Copying exactly, give the lines in the material below from the one with "Annotation task. Give" to the one with "I am building a map index. Convert", ends included, and nothing besides.

> **Information provided**:
--

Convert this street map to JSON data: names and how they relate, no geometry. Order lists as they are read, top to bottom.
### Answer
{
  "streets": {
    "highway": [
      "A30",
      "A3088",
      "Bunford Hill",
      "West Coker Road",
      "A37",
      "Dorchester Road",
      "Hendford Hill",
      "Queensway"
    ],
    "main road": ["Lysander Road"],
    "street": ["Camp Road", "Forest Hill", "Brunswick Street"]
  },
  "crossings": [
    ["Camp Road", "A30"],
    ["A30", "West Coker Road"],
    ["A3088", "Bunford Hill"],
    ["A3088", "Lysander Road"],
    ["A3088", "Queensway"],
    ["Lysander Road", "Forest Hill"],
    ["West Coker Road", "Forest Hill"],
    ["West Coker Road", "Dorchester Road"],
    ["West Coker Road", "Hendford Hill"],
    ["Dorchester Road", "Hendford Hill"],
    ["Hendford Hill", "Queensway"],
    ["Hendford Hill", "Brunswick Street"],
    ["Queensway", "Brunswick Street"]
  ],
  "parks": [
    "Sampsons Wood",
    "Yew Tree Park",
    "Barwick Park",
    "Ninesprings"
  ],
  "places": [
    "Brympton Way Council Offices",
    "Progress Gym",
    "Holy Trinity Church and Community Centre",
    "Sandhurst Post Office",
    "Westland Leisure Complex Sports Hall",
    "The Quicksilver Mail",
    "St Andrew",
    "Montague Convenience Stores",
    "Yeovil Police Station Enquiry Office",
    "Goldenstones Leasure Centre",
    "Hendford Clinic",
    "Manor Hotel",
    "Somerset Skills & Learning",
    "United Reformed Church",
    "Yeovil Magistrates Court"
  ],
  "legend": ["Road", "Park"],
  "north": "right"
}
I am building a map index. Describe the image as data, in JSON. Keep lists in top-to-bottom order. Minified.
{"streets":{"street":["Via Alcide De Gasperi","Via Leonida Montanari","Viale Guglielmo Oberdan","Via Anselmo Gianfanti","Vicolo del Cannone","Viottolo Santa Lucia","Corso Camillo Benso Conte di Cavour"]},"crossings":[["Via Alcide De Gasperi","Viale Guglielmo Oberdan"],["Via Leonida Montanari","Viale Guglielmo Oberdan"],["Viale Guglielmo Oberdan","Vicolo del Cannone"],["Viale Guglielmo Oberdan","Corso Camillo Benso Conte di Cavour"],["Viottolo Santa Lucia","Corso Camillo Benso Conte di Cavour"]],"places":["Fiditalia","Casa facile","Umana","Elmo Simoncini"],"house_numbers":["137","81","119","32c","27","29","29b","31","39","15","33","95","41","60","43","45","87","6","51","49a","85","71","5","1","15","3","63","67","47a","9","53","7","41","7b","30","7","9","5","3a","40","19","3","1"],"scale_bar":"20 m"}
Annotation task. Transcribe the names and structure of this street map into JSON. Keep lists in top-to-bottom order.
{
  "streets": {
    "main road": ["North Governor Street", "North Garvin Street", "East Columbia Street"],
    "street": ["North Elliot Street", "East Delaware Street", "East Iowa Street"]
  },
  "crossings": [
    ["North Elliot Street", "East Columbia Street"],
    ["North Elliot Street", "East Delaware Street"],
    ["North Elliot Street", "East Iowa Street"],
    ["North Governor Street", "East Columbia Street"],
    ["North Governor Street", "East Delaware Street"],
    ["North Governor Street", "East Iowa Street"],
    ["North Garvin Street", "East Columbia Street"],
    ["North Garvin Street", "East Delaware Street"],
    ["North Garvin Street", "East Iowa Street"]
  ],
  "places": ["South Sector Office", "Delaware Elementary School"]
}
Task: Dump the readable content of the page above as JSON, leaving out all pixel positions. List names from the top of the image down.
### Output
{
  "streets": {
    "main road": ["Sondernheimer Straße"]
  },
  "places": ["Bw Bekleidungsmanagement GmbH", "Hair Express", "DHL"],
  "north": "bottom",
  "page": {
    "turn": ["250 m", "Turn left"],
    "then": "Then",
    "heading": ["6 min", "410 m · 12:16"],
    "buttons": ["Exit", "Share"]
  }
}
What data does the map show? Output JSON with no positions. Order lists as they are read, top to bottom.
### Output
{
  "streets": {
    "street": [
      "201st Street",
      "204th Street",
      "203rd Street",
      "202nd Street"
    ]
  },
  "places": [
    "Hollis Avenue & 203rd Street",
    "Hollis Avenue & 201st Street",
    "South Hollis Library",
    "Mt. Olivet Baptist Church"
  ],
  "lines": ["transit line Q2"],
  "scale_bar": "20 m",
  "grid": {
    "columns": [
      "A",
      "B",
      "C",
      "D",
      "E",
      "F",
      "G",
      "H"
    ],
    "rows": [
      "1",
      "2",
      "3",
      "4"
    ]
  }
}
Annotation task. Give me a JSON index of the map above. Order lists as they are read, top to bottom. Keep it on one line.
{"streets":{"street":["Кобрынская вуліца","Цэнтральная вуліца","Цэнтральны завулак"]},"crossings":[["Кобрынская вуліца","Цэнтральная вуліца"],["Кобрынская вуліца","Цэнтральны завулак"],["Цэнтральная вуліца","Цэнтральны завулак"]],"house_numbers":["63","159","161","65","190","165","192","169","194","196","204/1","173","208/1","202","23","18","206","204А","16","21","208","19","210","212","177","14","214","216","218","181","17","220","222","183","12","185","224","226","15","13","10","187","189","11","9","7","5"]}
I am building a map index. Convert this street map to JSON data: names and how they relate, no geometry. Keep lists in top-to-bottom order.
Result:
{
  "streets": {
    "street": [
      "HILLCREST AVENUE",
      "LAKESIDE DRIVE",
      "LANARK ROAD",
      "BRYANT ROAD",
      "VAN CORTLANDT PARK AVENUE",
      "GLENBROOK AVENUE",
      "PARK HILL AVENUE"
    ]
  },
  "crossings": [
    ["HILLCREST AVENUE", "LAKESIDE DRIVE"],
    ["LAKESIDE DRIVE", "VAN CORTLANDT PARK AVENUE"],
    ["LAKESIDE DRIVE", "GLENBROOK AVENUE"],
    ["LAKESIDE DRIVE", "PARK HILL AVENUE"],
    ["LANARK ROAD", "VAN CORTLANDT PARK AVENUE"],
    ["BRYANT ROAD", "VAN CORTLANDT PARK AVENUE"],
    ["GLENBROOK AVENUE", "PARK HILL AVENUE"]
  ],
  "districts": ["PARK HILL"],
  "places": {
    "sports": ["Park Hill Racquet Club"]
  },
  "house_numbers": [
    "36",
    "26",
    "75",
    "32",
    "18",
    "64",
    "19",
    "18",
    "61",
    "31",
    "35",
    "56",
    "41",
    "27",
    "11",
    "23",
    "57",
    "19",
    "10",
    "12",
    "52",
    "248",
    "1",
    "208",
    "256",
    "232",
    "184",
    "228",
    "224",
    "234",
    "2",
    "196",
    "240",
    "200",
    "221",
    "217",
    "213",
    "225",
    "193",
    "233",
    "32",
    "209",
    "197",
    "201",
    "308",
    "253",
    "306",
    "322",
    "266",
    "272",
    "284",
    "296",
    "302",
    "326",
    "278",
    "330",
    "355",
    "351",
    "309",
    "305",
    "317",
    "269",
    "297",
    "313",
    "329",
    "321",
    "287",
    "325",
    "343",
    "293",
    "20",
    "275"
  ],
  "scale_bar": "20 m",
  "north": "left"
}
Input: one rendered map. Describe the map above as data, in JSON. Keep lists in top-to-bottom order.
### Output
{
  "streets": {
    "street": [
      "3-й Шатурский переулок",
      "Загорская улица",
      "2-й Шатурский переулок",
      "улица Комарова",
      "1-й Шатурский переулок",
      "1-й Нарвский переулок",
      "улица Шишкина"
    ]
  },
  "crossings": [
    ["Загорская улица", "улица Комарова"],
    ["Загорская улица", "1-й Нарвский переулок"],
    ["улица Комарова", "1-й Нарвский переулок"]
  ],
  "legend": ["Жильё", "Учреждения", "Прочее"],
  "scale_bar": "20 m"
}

--

> **Exercise solution**:
Annotation task. Give me a JSON index of the map above. Order lists as they are read, top to bottom. Keep it on one line.
{"streets":{"street":["Кобрынская вуліца","Цэнтральная вуліца","Цэнтральны завулак"]},"crossings":[["Кобрынская вуліца","Цэнтральная вуліца"],["Кобрынская вуліца","Цэнтральны завулак"],["Цэнтральная вуліца","Цэнтральны завулак"]],"house_numbers":["63","159","161","65","190","165","192","169","194","196","204/1","173","208/1","202","23","18","206","204А","16","21","208","19","210","212","177","14","214","216","218","181","17","220","222","183","12","185","224","226","15","13","10","187","189","11","9","7","5"]}
I am building a map index. Convert this street map to JSON data: names and how they relate, no geometry. Keep lists in top-to-bottom order.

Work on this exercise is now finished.